[RECORDS TO USE — start]

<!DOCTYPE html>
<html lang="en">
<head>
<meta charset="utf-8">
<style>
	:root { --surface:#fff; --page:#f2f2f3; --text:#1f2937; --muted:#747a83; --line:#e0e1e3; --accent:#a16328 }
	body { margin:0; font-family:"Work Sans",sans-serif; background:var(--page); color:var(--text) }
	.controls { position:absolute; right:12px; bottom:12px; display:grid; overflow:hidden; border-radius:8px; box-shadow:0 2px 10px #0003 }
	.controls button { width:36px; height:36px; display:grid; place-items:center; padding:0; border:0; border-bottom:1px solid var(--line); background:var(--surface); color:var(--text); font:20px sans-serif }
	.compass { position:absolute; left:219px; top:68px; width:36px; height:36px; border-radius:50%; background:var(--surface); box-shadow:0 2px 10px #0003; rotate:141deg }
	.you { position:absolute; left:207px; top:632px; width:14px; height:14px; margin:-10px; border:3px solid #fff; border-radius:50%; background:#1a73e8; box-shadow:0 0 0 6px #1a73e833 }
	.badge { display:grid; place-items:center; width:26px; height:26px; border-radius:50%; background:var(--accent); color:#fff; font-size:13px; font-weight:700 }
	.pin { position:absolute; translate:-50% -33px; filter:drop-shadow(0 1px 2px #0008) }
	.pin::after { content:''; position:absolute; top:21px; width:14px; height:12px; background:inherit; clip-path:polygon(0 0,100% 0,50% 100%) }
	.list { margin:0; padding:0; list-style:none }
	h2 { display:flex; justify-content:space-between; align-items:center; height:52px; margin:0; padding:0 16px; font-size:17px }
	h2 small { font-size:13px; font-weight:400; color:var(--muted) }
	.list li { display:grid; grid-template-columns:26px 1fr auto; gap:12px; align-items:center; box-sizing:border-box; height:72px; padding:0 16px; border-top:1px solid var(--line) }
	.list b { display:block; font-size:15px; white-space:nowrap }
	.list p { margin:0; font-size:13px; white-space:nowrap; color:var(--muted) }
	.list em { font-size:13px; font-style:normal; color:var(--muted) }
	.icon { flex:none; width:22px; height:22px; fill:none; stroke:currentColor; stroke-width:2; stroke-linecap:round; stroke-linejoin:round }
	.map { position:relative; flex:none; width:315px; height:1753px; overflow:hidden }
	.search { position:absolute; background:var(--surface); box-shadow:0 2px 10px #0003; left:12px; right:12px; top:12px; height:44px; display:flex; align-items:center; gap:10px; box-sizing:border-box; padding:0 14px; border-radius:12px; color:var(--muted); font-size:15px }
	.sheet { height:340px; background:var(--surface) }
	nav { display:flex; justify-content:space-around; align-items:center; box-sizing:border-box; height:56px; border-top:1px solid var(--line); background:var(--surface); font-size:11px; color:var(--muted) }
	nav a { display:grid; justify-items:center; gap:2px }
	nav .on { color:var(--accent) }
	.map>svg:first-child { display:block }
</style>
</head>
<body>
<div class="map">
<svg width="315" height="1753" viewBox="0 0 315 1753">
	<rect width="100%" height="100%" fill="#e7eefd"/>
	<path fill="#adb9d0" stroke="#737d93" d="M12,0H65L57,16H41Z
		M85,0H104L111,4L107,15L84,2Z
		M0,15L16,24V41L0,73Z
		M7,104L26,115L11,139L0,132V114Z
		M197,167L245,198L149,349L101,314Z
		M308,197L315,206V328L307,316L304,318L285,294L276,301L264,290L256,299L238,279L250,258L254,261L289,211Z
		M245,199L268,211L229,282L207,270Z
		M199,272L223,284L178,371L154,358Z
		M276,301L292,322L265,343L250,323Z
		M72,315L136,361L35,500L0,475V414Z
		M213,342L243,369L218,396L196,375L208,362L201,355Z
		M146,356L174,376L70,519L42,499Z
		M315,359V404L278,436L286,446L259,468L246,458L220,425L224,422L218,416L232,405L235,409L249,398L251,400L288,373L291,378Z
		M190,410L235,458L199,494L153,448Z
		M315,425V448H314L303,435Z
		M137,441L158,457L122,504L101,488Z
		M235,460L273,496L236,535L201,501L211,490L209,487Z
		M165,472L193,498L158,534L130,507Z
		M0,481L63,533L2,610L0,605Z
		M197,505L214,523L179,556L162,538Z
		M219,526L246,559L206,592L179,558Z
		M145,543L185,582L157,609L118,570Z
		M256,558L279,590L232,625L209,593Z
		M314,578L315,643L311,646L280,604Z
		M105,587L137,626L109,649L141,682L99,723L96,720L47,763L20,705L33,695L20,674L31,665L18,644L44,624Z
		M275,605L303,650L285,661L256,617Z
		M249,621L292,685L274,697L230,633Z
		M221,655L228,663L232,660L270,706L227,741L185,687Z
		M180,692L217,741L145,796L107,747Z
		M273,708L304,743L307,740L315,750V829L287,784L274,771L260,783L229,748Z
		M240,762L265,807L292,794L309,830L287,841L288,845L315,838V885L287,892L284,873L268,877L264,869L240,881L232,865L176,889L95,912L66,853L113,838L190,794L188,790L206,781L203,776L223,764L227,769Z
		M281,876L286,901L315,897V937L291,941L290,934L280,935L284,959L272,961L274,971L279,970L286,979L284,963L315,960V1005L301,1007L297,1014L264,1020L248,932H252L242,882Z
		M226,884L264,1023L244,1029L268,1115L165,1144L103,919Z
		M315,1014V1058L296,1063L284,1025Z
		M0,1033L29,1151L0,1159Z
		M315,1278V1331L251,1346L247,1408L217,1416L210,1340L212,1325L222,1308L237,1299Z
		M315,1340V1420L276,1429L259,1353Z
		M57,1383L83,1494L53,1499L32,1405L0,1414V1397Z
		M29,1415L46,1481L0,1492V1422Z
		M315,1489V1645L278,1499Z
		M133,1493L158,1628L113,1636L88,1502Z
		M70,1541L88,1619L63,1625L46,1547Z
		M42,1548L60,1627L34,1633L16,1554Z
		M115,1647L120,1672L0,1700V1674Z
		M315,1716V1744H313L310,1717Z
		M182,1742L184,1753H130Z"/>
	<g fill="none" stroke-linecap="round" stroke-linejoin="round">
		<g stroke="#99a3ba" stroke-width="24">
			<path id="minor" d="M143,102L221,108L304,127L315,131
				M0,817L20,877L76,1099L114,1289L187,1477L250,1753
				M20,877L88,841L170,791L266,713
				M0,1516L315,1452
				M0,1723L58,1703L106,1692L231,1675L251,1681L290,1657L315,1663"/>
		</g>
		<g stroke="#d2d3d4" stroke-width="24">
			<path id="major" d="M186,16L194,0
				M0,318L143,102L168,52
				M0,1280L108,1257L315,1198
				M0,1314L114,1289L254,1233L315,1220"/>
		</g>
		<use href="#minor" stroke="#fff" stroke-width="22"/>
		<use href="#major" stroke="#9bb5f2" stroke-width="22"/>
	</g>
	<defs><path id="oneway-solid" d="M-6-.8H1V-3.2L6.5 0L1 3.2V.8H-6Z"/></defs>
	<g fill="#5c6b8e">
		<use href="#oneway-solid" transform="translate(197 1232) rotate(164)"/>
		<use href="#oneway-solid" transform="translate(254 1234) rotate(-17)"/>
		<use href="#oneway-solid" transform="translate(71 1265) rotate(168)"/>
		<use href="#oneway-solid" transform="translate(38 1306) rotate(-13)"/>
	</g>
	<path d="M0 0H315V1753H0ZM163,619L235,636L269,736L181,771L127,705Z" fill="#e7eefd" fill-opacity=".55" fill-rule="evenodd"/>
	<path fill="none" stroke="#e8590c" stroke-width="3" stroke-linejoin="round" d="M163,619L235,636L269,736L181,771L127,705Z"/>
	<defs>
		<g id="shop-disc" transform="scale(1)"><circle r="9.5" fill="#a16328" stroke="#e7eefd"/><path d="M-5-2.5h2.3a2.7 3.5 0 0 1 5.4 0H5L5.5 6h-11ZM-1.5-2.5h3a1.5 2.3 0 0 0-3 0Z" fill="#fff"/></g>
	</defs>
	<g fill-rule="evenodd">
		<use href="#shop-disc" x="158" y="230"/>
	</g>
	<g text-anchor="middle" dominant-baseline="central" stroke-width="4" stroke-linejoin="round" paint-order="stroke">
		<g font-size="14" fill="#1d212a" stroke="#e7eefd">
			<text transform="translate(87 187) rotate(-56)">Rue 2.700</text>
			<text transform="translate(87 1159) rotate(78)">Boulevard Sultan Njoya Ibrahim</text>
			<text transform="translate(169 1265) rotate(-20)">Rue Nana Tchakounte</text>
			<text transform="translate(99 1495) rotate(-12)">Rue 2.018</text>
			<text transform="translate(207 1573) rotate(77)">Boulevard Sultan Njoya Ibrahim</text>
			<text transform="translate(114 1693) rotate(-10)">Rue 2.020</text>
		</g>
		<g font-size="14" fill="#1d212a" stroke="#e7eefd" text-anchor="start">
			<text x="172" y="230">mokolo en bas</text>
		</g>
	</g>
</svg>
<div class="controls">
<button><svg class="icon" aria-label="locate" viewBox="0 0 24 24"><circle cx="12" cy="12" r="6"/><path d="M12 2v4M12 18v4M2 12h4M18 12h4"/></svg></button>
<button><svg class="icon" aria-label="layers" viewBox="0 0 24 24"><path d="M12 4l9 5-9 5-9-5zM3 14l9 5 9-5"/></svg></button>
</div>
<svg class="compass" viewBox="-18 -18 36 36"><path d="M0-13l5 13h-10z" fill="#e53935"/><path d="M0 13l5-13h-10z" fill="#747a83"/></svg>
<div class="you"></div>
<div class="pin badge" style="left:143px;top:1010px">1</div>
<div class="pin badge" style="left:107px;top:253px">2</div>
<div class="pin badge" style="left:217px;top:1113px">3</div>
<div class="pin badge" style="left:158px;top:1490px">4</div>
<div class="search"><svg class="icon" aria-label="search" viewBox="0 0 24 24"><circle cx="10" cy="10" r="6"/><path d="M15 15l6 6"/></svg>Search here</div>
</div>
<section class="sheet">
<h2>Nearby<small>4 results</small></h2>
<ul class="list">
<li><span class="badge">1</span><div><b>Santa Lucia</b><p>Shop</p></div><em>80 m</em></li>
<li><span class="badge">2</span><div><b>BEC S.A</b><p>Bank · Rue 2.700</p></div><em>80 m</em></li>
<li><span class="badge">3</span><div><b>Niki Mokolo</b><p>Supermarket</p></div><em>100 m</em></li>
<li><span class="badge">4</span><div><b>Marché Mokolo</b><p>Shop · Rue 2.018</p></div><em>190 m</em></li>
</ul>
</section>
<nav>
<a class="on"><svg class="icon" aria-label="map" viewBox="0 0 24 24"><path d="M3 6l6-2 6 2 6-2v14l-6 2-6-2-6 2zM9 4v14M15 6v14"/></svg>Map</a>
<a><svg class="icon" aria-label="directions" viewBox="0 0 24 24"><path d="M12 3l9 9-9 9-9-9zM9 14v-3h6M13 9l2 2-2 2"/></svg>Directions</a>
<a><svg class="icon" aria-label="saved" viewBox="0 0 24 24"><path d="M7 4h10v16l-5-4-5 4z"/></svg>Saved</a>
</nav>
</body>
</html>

[RECORDS TO USE — finish]

In the entries above, find the line with "M315,1340V1420L276,1429L259,1353Z" and the line with "M0,1280L108,1257L315,1198", then set down exactly those two and every line between them, nothing else.

		M315,1340V1420L276,1429L259,1353Z
		M57,1383L83,1494L53,1499L32,1405L0,1414V1397Z
		M29,1415L46,1481L0,1492V1422Z
		M315,1489V1645L278,1499Z
		M133,1493L158,1628L113,1636L88,1502Z
		M70,1541L88,1619L63,1625L46,1547Z
		M42,1548L60,1627L34,1633L16,1554Z
		M115,1647L120,1672L0,1700V1674Z
		M315,1716V1744H313L310,1717Z
		M182,1742L184,1753H130Z"/>
	<g fill="none" stroke-linecap="round" stroke-linejoin="round">
		<g stroke="#99a3ba" stroke-width="24">
			<path id="minor" d="M143,102L221,108L304,127L315,131
				M0,817L20,877L76,1099L114,1289L187,1477L250,1753
				M20,877L88,841L170,791L266,713
				M0,1516L315,1452
				M0,1723L58,1703L106,1692L231,1675L251,1681L290,1657L315,1663"/>
		</g>
		<g stroke="#d2d3d4" stroke-width="24">
			<path id="major" d="M186,16L194,0
				M0,318L143,102L168,52
				M0,1280L108,1257L315,1198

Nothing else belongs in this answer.